▸ **DATA FOR PROCESSING**
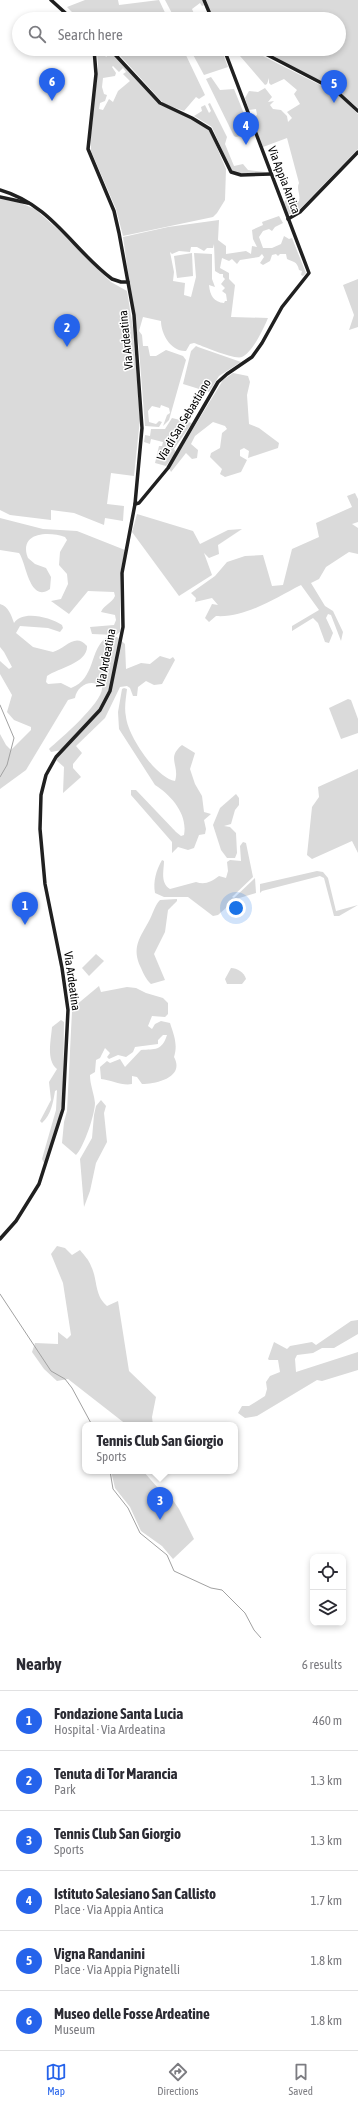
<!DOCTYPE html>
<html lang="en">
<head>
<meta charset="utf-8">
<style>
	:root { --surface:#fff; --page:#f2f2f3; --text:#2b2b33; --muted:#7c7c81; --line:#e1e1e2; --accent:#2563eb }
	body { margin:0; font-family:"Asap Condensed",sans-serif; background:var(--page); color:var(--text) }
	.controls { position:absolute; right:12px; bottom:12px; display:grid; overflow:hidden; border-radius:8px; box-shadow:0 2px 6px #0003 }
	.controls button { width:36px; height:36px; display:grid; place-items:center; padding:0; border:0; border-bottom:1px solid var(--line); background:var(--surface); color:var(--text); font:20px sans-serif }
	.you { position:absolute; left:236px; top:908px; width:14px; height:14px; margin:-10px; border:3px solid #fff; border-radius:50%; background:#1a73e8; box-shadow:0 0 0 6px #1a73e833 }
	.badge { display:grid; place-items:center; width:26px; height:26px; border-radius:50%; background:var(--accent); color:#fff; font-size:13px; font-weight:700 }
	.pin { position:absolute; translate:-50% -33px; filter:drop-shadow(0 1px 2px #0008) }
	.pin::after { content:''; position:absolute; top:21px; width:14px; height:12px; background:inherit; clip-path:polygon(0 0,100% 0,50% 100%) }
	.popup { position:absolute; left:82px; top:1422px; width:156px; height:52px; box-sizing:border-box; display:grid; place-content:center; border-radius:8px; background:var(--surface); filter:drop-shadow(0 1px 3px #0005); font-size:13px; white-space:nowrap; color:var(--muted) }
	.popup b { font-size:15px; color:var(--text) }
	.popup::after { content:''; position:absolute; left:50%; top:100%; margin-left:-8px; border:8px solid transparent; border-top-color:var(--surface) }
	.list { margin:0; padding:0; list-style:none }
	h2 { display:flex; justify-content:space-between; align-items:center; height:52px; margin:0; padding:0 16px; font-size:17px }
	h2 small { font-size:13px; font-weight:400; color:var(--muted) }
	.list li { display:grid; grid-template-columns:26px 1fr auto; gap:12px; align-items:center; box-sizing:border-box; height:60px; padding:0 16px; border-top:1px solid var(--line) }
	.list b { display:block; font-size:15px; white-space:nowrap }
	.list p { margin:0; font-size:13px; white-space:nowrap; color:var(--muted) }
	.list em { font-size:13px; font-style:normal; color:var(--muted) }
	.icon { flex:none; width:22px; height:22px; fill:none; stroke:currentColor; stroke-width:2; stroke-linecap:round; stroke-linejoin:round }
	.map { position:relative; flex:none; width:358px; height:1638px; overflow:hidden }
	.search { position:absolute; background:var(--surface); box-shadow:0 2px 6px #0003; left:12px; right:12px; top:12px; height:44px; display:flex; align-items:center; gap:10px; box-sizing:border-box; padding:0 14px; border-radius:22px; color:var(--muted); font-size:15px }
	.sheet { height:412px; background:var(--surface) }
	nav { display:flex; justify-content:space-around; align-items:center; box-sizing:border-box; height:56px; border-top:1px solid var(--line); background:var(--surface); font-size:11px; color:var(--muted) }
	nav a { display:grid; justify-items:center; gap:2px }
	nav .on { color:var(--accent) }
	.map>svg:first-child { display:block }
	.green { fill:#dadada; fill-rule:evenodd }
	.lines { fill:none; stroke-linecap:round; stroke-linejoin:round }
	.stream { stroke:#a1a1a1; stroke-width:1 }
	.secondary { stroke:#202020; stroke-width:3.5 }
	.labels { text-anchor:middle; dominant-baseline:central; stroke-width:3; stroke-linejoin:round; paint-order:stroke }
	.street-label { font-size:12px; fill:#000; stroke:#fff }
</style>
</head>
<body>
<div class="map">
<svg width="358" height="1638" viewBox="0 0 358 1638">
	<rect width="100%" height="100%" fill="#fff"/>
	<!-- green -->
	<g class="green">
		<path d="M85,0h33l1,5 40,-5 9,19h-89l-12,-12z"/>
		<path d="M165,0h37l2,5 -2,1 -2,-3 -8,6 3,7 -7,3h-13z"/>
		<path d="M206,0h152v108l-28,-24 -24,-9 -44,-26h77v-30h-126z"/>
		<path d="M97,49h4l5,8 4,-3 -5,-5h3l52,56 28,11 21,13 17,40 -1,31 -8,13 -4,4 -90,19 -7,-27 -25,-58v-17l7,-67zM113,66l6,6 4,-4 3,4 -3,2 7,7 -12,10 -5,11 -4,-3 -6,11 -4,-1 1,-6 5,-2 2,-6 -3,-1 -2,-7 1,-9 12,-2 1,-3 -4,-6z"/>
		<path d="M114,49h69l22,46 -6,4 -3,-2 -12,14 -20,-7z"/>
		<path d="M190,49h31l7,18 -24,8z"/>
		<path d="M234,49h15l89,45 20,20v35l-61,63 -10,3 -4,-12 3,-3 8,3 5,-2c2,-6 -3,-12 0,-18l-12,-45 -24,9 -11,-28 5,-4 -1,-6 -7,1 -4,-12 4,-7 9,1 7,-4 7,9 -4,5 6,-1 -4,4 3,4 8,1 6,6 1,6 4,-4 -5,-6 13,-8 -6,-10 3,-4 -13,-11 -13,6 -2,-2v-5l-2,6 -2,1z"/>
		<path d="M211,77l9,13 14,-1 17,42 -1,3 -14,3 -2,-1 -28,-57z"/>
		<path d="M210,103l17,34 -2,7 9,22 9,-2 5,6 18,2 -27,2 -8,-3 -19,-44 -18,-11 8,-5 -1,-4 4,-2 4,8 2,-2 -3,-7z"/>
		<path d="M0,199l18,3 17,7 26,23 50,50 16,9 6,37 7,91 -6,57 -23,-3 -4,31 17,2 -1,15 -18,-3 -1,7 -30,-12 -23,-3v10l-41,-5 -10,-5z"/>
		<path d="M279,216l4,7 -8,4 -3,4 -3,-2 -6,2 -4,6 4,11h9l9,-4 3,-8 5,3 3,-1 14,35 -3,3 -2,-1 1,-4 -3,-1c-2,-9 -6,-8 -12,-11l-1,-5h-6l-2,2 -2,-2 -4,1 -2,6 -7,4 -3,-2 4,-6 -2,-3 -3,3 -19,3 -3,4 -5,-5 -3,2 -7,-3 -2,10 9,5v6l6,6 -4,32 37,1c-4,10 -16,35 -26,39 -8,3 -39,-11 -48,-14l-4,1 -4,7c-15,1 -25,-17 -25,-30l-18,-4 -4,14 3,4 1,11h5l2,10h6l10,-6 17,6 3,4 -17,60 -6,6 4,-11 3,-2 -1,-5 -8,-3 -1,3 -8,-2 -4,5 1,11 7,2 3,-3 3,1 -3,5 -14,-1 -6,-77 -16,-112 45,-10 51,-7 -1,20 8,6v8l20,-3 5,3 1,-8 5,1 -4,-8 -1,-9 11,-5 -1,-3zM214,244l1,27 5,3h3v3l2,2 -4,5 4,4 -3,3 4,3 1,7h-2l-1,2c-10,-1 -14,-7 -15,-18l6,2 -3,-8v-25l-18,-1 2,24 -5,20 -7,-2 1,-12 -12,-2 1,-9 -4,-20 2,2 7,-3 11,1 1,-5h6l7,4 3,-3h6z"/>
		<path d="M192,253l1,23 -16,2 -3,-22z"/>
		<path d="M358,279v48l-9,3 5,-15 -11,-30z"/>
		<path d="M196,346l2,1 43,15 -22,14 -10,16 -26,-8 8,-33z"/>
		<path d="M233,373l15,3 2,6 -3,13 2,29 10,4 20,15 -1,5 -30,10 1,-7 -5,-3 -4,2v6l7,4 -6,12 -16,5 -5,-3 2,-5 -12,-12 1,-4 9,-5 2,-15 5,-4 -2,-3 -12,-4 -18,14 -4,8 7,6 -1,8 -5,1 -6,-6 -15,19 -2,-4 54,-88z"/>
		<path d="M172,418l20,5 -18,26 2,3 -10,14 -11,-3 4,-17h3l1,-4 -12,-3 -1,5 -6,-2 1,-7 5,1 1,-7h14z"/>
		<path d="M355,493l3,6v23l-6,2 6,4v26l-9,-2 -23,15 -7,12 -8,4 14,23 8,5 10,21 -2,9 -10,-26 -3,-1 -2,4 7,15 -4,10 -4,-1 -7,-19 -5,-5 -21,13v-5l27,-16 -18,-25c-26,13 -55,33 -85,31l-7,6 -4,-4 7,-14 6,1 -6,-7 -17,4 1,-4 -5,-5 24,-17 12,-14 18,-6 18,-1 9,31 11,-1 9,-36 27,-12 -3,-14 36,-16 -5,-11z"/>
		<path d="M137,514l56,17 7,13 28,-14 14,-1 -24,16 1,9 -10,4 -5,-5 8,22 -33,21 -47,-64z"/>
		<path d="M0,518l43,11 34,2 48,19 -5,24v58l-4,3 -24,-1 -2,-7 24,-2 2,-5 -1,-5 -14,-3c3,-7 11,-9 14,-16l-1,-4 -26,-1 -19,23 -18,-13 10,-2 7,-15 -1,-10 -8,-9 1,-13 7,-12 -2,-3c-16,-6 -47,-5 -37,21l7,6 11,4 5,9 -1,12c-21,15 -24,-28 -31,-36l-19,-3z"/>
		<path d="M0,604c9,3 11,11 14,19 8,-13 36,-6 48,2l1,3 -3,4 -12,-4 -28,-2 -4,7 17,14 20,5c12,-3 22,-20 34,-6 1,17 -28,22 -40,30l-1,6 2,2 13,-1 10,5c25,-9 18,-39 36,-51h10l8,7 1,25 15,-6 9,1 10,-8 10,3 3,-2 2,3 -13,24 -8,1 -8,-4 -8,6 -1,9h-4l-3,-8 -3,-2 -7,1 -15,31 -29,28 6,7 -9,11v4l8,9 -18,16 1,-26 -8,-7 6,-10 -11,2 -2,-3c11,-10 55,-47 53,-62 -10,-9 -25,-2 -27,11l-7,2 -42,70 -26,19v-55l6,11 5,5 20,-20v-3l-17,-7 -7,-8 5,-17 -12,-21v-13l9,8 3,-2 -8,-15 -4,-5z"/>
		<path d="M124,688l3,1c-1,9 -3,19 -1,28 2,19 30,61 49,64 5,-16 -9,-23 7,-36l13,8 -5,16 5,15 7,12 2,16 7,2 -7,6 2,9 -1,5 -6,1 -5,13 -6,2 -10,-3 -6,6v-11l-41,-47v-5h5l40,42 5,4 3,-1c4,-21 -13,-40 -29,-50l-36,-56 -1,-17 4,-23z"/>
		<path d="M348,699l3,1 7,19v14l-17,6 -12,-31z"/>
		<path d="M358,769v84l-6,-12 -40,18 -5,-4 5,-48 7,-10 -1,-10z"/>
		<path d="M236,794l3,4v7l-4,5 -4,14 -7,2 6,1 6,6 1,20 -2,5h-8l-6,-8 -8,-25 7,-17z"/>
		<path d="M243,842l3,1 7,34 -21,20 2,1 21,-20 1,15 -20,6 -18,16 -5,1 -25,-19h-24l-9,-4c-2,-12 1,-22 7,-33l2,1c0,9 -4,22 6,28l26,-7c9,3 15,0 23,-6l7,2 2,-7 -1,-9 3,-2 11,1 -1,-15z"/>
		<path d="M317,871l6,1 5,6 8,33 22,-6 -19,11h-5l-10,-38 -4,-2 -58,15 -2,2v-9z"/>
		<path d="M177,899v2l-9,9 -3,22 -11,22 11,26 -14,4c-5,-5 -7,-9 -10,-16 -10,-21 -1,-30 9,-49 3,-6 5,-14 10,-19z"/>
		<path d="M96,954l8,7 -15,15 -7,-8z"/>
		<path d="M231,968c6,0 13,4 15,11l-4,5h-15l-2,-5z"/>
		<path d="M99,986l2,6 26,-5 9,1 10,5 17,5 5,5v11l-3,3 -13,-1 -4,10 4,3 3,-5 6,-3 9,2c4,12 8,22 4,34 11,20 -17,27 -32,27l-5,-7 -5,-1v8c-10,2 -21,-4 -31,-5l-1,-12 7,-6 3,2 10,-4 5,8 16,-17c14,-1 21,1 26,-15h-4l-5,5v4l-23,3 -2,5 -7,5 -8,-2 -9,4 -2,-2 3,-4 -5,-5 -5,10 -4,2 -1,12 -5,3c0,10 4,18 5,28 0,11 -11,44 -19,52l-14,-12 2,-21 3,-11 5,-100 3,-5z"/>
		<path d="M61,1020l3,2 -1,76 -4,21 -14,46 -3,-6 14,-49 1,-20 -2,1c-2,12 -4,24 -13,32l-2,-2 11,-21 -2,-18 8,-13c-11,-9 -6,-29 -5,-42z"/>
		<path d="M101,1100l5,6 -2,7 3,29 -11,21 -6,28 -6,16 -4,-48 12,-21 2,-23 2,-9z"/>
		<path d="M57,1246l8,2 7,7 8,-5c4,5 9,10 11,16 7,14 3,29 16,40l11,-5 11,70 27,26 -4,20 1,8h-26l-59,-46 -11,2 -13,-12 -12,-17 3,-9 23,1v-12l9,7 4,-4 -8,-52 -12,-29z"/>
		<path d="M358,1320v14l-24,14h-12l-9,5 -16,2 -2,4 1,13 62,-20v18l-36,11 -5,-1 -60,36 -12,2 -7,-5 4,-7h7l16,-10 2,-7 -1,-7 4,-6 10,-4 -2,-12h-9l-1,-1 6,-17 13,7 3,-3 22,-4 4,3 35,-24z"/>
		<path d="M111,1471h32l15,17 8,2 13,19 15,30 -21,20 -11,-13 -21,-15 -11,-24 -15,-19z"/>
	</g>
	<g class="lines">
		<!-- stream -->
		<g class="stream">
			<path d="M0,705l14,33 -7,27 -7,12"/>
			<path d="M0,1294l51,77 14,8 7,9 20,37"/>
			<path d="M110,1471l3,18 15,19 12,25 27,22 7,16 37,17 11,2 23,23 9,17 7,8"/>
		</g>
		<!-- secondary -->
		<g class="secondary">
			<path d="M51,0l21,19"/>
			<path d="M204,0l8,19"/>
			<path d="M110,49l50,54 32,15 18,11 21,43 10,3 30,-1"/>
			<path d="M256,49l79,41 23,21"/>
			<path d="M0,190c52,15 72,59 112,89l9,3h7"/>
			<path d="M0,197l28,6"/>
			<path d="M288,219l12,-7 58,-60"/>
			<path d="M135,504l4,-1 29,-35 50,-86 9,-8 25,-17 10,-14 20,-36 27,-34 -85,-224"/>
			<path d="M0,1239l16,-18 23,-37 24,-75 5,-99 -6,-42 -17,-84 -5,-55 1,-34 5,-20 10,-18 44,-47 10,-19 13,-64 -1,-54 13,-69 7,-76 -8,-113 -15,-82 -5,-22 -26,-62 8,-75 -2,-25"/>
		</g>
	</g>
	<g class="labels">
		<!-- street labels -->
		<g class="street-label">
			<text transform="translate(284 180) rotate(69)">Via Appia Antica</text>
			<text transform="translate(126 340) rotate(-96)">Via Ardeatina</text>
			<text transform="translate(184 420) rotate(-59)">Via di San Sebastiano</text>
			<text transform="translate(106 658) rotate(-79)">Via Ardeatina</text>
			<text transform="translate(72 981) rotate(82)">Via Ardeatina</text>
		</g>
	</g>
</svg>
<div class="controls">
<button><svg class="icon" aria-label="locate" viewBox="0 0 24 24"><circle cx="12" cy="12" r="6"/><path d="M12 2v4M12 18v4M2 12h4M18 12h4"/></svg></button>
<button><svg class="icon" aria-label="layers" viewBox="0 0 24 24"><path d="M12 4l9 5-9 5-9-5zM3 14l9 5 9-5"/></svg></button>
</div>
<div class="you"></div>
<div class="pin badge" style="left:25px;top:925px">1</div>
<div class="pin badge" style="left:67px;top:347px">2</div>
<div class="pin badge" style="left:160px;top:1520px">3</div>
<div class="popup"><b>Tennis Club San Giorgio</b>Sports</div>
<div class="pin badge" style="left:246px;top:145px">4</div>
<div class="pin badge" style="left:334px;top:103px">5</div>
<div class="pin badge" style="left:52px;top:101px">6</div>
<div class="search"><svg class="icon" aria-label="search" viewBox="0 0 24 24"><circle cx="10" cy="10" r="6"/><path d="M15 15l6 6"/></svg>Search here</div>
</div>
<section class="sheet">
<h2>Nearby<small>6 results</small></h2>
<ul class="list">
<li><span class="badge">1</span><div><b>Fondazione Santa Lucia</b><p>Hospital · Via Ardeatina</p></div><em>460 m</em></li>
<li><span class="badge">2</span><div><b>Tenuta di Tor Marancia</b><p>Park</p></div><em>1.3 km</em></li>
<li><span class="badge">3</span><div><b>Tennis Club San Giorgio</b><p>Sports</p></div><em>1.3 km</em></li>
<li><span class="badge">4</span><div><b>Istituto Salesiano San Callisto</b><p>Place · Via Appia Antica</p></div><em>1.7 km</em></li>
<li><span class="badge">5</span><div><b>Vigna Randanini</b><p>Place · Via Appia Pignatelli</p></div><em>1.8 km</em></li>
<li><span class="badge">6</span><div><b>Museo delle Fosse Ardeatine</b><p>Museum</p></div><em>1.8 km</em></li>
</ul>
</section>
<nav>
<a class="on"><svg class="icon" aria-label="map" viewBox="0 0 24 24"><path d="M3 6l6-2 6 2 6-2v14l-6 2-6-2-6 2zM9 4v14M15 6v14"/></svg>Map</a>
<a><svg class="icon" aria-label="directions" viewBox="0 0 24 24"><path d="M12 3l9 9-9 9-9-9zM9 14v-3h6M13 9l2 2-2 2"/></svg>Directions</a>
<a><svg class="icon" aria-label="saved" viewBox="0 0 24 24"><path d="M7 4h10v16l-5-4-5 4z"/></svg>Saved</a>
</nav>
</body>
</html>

▸ **EXERCISE OBJECTIVE**
Count the lines in the entries where the string "body" appears, and report only the number.

▸ **RESULT OF THE TASK**
3